Closed rozsasarpi closed 2 years ago

rozsasarpi commented 2 years ago

@aklawonn @TTitscher, I wanted to hear your thoughts on these suggestions:

1) Adding type hinting to probeye code, this would have the following advantages (the order reflect their importance to me):

2) Follow (and possible enforce) a coding style and apply code checks (related to #25):

TTitscher commented 2 years ago
  1. Generally, coming from C++, I actually prefer static type systems due to all the reasons you listed. It is just that python is not a statically typed language. And at some points, it is really useful: Why annotate some mathematical functions to take numpy.ndarray when they would equally work with a tf.Tensor? In C++, you would create an abstract vector class and could implement it for various math backends. So the big advantage of python for me was to get rid of this "boilerplate". And it turns out, if we wanted to support this "static duck typing", e.g. via protocols, we are back to the boilerplate. On the other hand, the duck typing cases in probeye may be limited. You decide.
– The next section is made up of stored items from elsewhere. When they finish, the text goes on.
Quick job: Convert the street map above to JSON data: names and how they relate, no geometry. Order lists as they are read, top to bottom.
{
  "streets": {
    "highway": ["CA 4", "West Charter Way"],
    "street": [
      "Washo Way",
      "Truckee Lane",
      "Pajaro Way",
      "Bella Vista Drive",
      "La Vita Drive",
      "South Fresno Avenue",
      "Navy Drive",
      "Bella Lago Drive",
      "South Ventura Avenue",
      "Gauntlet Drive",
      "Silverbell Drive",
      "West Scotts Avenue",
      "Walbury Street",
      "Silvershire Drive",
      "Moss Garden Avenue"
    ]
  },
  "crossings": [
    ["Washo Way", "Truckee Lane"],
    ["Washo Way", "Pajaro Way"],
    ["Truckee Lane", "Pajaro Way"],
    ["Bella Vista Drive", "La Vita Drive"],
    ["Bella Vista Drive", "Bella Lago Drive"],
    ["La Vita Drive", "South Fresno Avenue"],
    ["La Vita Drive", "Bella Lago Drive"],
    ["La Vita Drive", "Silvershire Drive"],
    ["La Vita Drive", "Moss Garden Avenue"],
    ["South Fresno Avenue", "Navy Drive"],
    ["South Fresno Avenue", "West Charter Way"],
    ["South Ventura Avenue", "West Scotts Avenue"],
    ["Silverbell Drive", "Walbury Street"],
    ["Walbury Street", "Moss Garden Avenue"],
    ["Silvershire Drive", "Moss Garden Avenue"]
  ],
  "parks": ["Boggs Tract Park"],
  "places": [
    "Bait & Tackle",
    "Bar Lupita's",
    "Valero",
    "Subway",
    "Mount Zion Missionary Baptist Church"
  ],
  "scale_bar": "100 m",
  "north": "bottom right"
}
  2. I support that. It could "just" be CI pipeline check, that fails, if the code is formatted incorrectly. But maybe that discussion is better suited for #25

rozsasarpi commented 2 years ago

Why annotate some mathematical functions to take numpy.ndarray when they would equally work with a tf.Tensor

If you annotate them in the docstring, which is the case for now as far as I can tell, I think it is more convenient to use type annotations.

from typing import Union

matrix = Union[np.ndarray, tf.Tensor]

def myfun(x: matrix) -> matrix:
    return 2*x
TTitscher commented 2 years ago

And then torch.Tensor and scipy.sparse.csr_matrix comes along... :) With those protocols, you could actually formulate the real intention of

def myfun(x: multiplicable_by_scalar)
   return 2*x

But as I tried to express above: I generally like (the benefits of) static types and the duck typing cases within probeye may be limited or not existent.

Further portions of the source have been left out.